• **WORK TASK**
The expected response is a copy of every line in the entries below that includes the word "absolute".

PROVIDED RECORDS below:

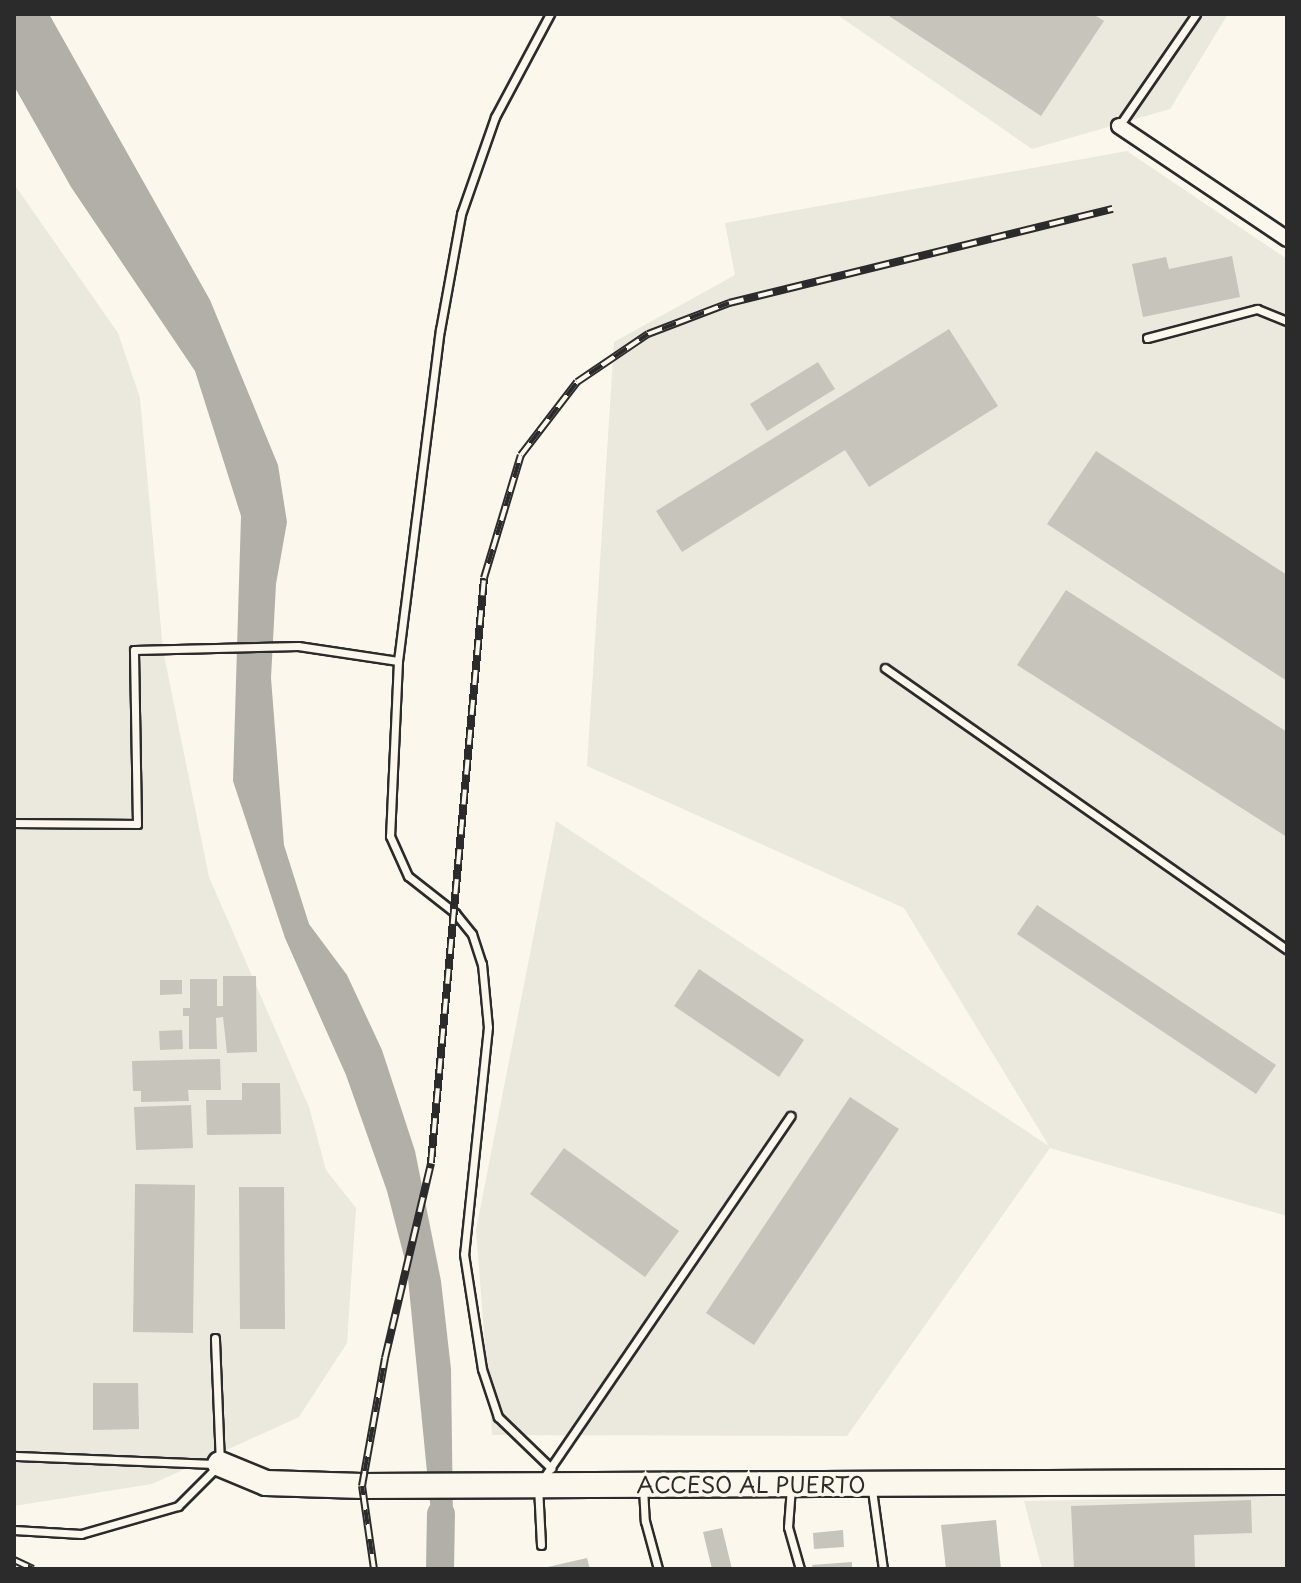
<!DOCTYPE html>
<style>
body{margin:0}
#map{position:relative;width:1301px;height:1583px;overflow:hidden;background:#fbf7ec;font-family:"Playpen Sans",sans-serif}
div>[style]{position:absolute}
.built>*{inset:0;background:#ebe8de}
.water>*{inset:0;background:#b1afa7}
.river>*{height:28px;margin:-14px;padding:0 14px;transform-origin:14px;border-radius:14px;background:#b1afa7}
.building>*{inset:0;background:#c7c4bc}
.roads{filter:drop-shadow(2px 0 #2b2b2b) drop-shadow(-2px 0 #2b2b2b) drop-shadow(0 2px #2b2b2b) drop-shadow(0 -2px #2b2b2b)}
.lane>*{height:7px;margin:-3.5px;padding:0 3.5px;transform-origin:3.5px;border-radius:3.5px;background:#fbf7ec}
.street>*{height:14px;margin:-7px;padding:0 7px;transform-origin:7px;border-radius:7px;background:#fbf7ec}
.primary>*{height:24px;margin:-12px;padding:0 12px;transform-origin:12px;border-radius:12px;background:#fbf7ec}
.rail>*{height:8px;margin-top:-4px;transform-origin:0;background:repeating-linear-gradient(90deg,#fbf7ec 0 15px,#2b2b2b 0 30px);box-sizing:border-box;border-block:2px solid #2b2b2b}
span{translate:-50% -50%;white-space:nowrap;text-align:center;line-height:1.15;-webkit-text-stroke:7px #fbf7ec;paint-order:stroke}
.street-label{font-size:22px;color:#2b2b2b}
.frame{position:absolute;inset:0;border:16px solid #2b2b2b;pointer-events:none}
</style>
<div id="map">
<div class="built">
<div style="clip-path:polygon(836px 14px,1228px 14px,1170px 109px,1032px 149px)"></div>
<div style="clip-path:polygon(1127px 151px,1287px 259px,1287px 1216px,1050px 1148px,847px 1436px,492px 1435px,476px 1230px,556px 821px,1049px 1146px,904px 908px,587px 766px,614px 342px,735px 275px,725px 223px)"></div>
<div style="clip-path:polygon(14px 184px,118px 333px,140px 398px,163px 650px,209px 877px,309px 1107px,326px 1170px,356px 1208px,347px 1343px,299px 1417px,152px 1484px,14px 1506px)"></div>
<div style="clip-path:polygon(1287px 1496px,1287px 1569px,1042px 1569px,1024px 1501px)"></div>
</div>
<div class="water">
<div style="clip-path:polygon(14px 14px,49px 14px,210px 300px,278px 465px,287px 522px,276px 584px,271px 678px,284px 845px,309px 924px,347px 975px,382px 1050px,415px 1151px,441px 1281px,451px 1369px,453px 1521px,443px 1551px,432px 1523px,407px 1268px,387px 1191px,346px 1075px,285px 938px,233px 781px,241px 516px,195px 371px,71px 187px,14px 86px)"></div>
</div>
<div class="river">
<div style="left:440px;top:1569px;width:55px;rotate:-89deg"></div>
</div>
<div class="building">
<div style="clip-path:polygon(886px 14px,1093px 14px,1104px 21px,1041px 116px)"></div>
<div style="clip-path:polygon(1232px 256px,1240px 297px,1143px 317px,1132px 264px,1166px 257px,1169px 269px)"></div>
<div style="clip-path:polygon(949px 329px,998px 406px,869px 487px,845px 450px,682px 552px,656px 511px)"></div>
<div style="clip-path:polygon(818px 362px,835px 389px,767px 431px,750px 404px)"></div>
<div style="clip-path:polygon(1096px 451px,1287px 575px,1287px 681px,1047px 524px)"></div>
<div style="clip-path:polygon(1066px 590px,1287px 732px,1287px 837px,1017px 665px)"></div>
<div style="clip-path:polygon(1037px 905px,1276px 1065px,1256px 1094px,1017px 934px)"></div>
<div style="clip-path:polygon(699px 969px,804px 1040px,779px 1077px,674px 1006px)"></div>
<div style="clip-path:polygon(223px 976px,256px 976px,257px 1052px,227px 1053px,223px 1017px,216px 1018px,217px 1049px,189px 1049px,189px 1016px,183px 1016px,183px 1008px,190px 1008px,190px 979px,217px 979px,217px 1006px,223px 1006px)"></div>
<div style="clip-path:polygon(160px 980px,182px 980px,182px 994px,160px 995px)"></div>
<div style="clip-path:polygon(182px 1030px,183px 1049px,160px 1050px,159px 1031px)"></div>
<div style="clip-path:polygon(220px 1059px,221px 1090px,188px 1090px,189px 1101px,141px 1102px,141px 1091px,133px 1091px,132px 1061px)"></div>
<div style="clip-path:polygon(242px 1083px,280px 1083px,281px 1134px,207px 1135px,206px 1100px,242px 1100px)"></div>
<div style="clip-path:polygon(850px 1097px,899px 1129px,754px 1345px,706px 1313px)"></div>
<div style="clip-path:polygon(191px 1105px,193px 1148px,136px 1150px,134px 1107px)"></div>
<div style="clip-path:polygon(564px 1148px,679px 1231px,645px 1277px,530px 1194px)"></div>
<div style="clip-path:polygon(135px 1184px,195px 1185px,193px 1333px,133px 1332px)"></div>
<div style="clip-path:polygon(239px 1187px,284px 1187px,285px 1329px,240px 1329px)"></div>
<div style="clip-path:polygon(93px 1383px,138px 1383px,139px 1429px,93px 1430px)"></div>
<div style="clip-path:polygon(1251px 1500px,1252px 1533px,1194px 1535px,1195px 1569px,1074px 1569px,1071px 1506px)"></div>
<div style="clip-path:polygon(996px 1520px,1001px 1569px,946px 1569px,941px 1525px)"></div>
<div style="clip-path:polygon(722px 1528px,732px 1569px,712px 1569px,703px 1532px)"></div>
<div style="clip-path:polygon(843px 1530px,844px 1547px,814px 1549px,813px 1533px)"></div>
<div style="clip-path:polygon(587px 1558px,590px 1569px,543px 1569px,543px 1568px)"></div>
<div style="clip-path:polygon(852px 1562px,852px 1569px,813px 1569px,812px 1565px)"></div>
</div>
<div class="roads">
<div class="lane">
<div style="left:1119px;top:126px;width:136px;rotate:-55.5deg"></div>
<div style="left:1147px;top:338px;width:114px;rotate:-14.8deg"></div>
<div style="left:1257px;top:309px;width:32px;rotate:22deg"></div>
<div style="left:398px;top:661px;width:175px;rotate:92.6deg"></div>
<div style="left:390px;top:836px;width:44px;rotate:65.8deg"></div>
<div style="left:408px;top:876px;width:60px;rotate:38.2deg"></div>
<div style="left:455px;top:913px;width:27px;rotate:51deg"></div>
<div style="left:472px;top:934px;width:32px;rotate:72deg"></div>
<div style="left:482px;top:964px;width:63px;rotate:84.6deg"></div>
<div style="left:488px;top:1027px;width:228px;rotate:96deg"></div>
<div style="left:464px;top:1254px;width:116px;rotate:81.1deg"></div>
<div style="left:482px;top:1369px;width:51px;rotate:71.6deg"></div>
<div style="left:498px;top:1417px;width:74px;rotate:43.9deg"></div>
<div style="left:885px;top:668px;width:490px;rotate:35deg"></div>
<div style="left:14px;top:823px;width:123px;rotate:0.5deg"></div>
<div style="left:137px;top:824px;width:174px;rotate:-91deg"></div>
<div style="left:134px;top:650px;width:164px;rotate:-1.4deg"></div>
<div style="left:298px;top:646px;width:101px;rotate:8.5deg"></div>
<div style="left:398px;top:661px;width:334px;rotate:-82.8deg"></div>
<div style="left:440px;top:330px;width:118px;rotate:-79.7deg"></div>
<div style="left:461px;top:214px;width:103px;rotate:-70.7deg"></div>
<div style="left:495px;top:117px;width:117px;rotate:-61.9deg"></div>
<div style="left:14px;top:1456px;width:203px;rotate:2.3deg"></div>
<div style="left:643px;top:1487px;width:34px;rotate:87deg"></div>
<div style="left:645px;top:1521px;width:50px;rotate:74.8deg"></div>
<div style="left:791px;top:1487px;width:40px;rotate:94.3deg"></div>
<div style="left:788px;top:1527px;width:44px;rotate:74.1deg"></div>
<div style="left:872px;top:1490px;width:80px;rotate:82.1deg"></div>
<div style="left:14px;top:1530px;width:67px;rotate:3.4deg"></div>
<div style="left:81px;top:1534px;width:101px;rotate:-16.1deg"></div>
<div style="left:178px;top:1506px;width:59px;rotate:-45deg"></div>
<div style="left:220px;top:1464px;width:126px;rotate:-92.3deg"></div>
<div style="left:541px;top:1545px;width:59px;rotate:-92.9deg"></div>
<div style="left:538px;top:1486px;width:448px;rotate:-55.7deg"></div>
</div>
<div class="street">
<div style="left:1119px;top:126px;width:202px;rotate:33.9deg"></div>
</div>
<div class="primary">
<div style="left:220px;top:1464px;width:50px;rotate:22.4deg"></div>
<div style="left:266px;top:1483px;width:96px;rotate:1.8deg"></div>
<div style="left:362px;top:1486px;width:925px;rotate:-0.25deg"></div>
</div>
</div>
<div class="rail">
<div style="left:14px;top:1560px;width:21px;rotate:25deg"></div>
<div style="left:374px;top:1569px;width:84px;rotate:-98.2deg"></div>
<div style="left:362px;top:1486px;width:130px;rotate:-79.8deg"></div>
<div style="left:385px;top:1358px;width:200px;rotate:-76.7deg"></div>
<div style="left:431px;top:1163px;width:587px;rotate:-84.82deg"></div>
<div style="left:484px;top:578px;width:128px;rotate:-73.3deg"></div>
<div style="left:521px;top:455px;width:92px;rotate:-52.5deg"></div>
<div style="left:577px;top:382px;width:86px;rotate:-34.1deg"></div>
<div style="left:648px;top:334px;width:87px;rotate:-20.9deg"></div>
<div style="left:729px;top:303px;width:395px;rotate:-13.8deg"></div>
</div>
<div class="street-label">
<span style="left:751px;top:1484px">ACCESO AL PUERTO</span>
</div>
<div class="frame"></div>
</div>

End of PROVIDED RECORDS.

• **SOLUTION FOR THIS PROBLEM**
div>[style]{position:absolute}
.frame{position:absolute;inset:0;border:16px solid #2b2b2b;pointer-events:none}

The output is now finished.